Information:

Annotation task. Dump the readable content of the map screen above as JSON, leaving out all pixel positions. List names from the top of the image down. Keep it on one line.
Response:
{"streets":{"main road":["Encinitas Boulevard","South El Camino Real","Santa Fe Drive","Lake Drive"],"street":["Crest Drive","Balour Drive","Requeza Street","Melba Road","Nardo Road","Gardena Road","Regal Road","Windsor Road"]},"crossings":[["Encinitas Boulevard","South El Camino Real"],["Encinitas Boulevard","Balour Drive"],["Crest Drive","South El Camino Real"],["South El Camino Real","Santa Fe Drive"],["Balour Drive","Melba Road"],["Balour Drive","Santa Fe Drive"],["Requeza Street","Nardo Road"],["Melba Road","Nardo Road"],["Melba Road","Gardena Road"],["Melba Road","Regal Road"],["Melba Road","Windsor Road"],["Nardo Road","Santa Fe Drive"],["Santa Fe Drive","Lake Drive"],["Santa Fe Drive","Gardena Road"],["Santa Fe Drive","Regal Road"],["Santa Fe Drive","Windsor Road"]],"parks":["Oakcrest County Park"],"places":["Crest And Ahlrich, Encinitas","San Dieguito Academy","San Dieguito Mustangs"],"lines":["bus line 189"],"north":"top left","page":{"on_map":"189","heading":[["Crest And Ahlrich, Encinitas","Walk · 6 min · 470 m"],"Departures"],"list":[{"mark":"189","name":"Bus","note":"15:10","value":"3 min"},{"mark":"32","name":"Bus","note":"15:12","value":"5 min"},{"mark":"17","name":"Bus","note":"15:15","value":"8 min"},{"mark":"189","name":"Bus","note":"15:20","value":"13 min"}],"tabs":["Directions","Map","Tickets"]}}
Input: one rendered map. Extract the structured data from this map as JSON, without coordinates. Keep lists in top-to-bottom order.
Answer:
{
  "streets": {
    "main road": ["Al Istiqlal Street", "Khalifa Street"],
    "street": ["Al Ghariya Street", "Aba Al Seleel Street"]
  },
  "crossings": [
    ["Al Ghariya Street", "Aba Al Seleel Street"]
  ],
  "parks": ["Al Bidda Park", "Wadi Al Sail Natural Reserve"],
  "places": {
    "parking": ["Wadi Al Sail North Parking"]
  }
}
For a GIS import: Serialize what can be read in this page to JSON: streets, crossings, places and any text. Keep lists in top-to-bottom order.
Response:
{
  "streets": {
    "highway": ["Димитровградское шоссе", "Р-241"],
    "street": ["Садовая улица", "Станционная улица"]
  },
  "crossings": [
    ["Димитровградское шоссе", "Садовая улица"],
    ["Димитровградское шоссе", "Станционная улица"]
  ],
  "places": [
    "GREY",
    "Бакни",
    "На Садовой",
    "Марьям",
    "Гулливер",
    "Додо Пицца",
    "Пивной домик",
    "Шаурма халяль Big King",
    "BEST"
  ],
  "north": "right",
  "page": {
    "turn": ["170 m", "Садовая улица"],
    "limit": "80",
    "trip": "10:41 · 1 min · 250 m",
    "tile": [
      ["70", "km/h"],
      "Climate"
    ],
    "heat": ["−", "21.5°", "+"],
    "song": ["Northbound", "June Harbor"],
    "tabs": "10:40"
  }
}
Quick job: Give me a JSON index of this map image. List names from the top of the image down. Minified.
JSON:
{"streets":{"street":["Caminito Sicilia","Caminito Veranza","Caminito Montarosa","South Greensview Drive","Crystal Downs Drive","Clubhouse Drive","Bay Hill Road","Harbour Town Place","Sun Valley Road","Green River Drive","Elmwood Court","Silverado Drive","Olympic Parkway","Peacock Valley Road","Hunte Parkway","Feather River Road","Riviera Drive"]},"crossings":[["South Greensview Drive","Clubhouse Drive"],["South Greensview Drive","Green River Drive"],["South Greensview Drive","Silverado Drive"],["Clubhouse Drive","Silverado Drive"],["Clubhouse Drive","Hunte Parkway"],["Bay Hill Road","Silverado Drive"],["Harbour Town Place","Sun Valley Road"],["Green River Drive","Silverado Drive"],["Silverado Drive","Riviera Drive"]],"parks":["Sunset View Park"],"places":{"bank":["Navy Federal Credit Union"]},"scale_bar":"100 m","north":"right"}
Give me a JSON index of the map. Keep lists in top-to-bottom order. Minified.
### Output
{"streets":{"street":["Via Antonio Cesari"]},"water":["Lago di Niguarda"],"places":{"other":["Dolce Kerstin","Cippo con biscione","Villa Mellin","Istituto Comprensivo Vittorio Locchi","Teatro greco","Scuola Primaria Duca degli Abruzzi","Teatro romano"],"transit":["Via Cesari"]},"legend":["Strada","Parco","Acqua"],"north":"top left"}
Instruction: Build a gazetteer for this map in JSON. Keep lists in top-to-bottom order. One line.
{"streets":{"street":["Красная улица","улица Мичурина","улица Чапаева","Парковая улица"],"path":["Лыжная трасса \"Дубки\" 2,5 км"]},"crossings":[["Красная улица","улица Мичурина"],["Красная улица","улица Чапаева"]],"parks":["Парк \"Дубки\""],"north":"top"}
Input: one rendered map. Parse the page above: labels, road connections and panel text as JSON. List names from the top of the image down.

Problem to work on: Every line containing the string "above" should be pulled from the listing and copied.

Exercise solution:
Annotation task. Dump the readable content of the map screen above as JSON, leaving out all pixel positions. List names from the top of the image down. Keep it on one line.
Input: one rendered map. Parse the page above: labels, road connections and panel text as JSON. List names from the top of the image down.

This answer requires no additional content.